Julian Reichelt, Chefredakteur der »Bild«-Zeitung, kehrt nach einer befristeten Freistellung wegen eines Compliance-Verfahrens wieder zurück an die Spitze der Boulevardzeitung. Das teilte der Medienkonzern Axel Springer mit. Der Entscheidung liegt ein Untersuchungsbericht des Compliance-Verfahrens zugrunde, das sich mit verschiedenen Vorwürfen bezüglich des Verhaltens von Julian Reichelt befasst hat. Rund ein halbes Dutzend Mitarbeiterinnen hatte dem Medienhaus Vorfälle aus den vergangenen Jahren angezeigt, ein Team unter der Leitung von Chief Compliance Officer Florian von Götz kümmerte sich um die Aufklärung der Sachverhalte.

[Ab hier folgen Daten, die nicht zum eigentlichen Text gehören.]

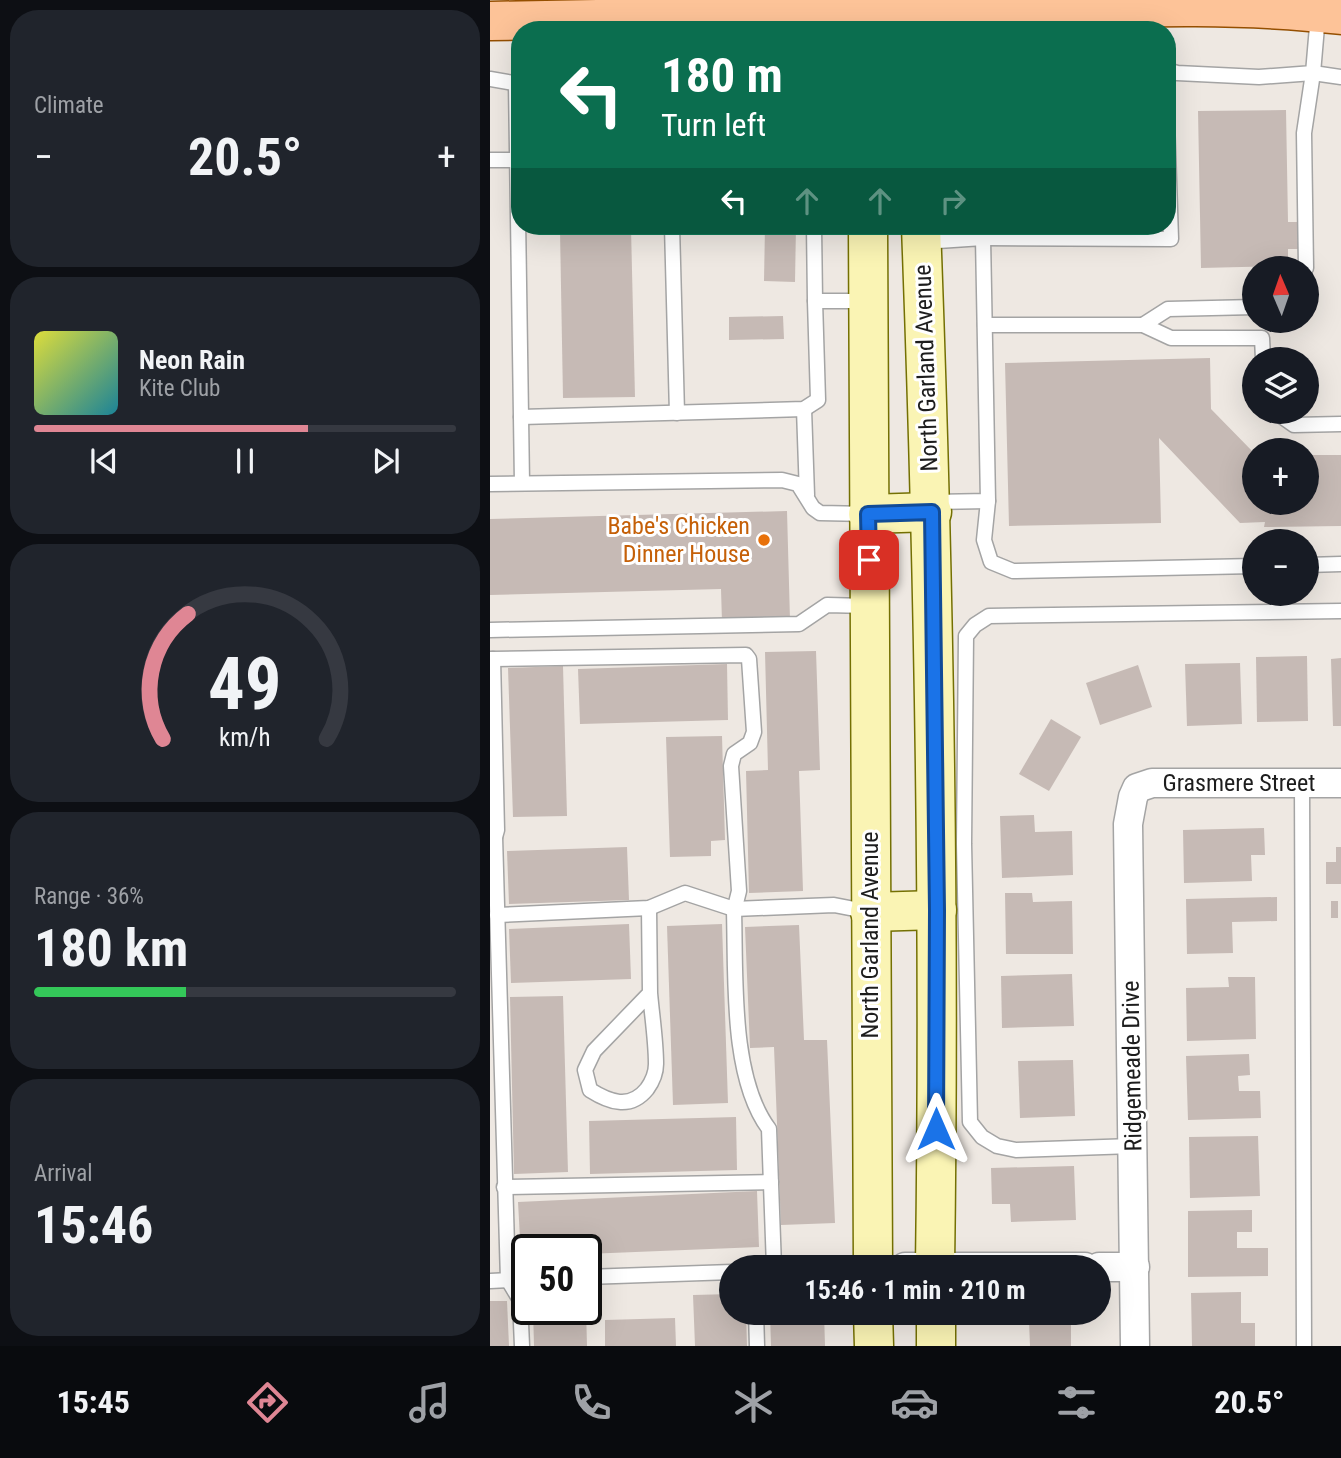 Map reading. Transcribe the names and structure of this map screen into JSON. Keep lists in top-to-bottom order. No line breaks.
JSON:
{"streets":{"main road":["North Garland Avenue"],"street":["Grasmere Street","Ridgemeade Drive"]},"crossings":[["Grasmere Street","Ridgemeade Drive"]],"places":["Babe's Chicken Dinner House"],"north":"top","page":{"tile":["Climate",["Range · 36%","180 km"],["Arrival","15:46"]],"turn":["180 m","Turn left"],"heat":["−","20.5°","+"],"map_buttons":["+","−"],"song":["Neon Rain","Kite Club"],"limit":"50","trip":"15:46 · 1 min · 210 m","tabs":["15:45","20.5°"],"gauge":["49","km/h"]}} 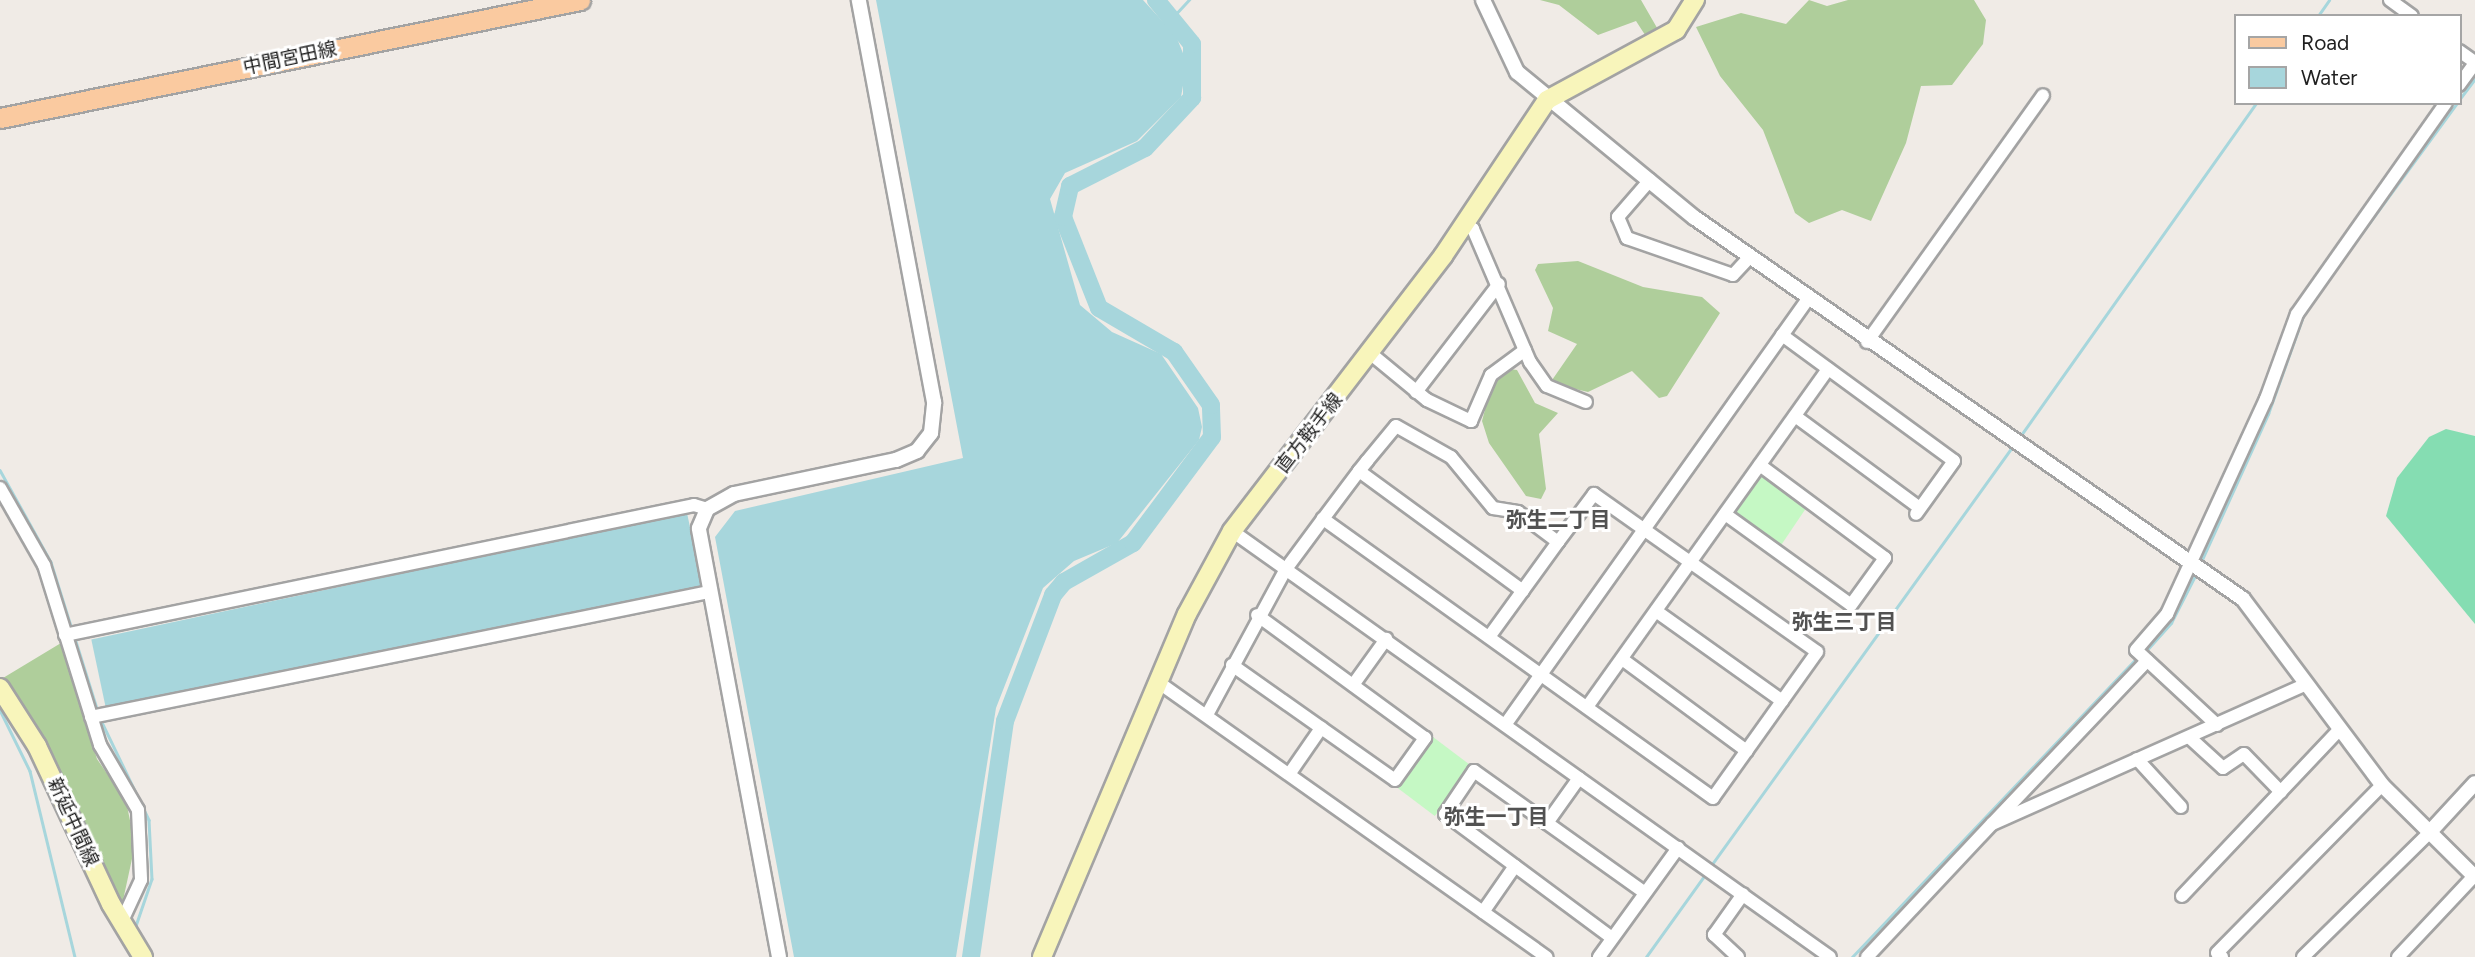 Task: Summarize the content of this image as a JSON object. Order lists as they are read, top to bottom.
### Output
{
  "streets": {
    "main road": ["中間宮田線", "直方鞍手線", "新延中間線"]
  },
  "districts": ["弥生二丁目", "弥生三丁目", "弥生一丁目"],
  "legend": ["Road", "Water"]
}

Das unternehmensinterne Compliance-Management hatte im Auftrag des Vorstands mit Unterstützung der Kanzlei Freshfields über einen Zeitraum von mehr als vier Wochen verschiedene Hinweise auf mögliches Fehlverhalten untersucht und ausgewertet. Für die Ermittlung war die Freshfields-Anwältin und frühere Staatsanwältin Simone Kämpfer zuständig. Auf Basis der vorliegenden Erkenntnisse hat der Vorstand der Axel Springer SE beschlossen, dass Julian Reichelt seine Arbeit fortsetzt und die am 12. März 2021 erfolgte Freistellung mit sofortiger Wirkung aufgehoben wird.

Vermischung von Beziehungen eingeräumt

Zum gleichen Zeitpunkt wird die Redaktionsleitung als Doppelspitze neu aufgestellt. Alexandra Würzbach, 52, derzeit Chefredakteurin der »Bild am Sonntag« und Mitglied der Chefredaktion der »Bild«-Gruppe, wird gleichberechtigte Vorsitzende der »Bild«-Chefredaktionen. Ihre Schwerpunkte werden die »Bild am Sonntag« sowie das übergreifende Personal- und Redaktionsmanagement sein. Für die inhaltliche Ausrichtung aller Produkte der »Bild«-Gruppe sind Alexandra Würzbach und Julian Reichelt gemeinsam verantwortlich.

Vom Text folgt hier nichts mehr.